Task goal: Exactly as written, give back every record below.

Dataset entries
== Segment start ==
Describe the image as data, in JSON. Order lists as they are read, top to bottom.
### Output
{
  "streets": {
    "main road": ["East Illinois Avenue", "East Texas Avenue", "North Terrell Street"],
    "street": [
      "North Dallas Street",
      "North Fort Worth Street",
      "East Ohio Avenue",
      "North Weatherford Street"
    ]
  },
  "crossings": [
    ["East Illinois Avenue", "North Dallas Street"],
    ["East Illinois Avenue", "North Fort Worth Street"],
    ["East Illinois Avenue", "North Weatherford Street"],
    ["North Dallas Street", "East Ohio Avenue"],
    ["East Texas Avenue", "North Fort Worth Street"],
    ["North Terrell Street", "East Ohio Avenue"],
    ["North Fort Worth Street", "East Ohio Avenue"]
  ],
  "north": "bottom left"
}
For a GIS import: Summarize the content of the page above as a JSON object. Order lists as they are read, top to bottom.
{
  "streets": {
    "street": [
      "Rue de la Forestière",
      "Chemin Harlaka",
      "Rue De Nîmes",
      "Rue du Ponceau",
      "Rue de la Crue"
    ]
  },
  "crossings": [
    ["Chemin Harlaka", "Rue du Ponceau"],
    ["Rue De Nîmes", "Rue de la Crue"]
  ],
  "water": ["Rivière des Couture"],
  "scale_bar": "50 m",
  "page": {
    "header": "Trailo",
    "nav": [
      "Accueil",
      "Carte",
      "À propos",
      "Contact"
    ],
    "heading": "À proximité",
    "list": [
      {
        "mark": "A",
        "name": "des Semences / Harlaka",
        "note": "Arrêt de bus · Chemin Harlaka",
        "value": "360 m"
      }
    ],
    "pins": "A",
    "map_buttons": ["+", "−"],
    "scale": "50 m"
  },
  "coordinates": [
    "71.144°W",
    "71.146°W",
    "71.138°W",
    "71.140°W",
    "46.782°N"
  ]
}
== Segment end ==
Worked solution:
Describe the image as data, in JSON. Order lists as they are read, top to bottom.
### Output
{
  "streets": {
    "main road": ["East Illinois Avenue", "East Texas Avenue", "North Terrell Street"],
    "street": [
      "North Dallas Street",
      "North Fort Worth Street",
      "East Ohio Avenue",
      "North Weatherford Street"
    ]
  },
  "crossings": [
    ["East Illinois Avenue", "North Dallas Street"],
    ["East Illinois Avenue", "North Fort Worth Street"],
    ["East Illinois Avenue", "North Weatherford Street"],
    ["North Dallas Street", "East Ohio Avenue"],
    ["East Texas Avenue", "North Fort Worth Street"],
    ["North Terrell Street", "East Ohio Avenue"],
    ["North Fort Worth Street", "East Ohio Avenue"]
  ],
  "north": "bottom left"
}
For a GIS import: Summarize the content of the page above as a JSON object. Order lists as they are read, top to bottom.
{
  "streets": {
    "street": [
      "Rue de la Forestière",
      "Chemin Harlaka",
      "Rue De Nîmes",
      "Rue du Ponceau",
      "Rue de la Crue"
    ]
  },
  "crossings": [
    ["Chemin Harlaka", "Rue du Ponceau"],
    ["Rue De Nîmes", "Rue de la Crue"]
  ],
  "water": ["Rivière des Couture"],
  "scale_bar": "50 m",
  "page": {
    "header": "Trailo",
    "nav": [
      "Accueil",
      "Carte",
      "À propos",
      "Contact"
    ],
    "heading": "À proximité",
    "list": [
      {
        "mark": "A",
        "name": "des Semences / Harlaka",
        "note": "Arrêt de bus · Chemin Harlaka",
        "value": "360 m"
      }
    ],
    "pins": "A",
    "map_buttons": ["+", "−"],
    "scale": "50 m"
  },
  "coordinates": [
    "71.144°W",
    "71.146°W",
    "71.138°W",
    "71.140°W",
    "46.782°N"
  ]
}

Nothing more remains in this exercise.